_Task instructions:_ Copy out each line below containing "screenshot".

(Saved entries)

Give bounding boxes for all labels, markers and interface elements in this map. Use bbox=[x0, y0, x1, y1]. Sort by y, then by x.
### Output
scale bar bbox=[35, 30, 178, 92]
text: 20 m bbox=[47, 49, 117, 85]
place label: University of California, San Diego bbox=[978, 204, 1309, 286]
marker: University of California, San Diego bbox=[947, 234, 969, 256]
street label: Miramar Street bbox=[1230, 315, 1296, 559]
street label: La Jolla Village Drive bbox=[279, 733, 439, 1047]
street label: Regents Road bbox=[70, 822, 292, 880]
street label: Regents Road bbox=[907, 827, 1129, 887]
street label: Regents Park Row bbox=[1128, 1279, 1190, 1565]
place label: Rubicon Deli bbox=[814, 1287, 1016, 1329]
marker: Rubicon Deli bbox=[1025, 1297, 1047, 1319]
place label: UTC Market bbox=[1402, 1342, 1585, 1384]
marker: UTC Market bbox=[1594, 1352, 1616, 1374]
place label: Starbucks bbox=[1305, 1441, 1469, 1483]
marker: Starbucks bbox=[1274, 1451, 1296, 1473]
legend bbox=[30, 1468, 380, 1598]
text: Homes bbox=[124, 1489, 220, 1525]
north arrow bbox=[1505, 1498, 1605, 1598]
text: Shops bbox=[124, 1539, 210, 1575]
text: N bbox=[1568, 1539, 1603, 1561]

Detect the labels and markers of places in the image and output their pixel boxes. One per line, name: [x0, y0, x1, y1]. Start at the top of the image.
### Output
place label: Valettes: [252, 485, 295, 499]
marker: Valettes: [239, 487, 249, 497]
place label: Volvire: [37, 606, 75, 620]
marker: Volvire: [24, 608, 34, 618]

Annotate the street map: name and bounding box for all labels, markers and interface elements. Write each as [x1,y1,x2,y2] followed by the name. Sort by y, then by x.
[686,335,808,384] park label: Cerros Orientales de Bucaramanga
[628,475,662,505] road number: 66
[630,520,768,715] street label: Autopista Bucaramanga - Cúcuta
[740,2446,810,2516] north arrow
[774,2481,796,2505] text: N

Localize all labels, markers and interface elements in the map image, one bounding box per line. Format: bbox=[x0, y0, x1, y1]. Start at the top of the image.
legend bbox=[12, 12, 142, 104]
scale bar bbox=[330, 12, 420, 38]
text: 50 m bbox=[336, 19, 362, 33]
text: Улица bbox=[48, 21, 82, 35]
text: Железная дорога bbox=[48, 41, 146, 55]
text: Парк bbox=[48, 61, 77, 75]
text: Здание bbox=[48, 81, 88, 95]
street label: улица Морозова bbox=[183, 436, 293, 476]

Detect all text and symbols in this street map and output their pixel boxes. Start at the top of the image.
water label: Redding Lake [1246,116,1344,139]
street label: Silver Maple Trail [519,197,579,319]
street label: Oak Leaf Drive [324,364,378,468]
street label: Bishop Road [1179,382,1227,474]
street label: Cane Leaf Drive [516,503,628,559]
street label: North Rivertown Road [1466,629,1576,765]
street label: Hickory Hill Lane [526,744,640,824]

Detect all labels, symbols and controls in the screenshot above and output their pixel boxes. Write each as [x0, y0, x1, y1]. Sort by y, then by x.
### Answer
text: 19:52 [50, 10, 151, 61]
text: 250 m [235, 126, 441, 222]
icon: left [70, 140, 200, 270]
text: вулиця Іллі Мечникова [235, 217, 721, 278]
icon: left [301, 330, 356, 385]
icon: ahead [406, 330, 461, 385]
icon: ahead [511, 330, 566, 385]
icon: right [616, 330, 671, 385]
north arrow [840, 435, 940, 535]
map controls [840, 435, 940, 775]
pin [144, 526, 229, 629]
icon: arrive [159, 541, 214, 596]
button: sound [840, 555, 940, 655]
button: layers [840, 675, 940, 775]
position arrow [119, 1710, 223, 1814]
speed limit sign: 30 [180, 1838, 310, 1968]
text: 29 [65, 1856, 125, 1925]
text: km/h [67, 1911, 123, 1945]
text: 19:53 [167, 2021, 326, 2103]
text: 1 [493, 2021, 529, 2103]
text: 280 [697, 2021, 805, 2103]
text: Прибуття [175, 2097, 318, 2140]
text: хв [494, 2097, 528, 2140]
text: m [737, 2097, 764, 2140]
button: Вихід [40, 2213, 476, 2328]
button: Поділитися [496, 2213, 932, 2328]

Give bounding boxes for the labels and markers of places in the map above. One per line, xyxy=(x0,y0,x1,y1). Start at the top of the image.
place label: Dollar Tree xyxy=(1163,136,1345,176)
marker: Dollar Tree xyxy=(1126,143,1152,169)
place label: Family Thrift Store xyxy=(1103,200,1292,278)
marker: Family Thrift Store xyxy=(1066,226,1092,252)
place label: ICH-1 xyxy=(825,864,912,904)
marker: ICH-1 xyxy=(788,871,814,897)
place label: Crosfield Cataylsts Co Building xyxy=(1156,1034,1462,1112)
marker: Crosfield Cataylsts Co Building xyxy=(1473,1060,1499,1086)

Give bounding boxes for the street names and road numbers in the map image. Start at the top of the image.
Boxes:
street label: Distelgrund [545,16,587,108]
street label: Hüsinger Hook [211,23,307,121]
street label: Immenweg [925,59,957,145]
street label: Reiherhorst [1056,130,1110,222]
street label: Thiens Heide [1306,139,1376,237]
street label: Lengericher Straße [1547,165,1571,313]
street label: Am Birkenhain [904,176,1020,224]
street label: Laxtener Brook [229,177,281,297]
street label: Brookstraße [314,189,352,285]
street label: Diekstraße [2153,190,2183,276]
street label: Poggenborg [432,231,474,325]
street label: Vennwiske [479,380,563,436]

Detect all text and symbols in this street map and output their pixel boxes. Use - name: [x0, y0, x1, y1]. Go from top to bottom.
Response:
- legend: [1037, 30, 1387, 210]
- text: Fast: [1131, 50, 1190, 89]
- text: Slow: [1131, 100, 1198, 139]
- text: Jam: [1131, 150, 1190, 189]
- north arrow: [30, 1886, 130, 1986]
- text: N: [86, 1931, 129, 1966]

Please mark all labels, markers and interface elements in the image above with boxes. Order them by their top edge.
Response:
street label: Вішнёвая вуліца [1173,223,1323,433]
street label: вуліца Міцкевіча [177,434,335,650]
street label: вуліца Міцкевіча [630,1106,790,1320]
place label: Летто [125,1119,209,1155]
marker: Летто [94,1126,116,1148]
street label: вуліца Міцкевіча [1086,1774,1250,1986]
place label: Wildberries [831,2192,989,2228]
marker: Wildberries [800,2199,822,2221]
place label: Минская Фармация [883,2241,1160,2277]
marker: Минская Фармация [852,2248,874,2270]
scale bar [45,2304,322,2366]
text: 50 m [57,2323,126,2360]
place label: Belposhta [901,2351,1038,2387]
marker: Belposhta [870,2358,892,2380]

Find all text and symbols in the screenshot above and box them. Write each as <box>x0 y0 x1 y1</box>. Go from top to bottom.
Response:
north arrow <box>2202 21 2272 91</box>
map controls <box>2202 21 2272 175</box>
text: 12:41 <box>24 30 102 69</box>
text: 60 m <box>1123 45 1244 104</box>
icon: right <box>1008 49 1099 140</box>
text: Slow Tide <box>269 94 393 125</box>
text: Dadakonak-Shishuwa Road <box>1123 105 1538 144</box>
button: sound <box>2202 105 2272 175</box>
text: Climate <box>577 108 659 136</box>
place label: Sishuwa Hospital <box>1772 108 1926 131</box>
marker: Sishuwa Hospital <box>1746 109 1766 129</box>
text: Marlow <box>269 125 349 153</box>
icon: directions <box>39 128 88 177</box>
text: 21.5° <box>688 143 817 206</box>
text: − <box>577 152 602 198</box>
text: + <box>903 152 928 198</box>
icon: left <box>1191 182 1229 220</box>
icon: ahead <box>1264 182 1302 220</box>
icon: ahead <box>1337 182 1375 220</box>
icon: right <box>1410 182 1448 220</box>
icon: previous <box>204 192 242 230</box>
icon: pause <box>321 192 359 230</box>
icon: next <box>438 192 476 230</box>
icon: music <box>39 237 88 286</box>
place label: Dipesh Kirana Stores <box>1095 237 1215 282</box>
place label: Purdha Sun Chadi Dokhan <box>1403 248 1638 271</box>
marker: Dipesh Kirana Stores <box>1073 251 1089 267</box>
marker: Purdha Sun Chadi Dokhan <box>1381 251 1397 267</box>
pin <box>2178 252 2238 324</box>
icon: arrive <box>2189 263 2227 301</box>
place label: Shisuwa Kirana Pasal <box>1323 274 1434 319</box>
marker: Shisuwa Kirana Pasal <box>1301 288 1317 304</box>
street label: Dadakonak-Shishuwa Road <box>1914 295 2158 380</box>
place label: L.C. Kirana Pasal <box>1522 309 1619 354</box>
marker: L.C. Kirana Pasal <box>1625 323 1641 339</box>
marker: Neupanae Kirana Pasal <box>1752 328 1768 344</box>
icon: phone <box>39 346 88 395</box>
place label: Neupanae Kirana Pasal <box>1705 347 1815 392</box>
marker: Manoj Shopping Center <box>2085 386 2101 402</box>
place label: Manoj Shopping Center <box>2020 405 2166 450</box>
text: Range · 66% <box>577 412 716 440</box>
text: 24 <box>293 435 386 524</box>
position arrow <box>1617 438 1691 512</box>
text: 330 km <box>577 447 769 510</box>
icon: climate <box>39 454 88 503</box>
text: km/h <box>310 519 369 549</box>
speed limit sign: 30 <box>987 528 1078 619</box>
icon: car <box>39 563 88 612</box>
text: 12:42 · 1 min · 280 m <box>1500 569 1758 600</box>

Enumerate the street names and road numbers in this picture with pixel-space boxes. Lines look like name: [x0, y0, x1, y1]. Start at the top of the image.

_Written solution:_
Detect all labels, symbols and controls in the screenshot above and output their pixel boxes. Write each as [x0, y0, x1, y1]. Sort by y, then by x.
Find all text and symbols in the screenshot above and box them. Write each as <box>x0 y0 x1 y1</box>. Go from top to bottom.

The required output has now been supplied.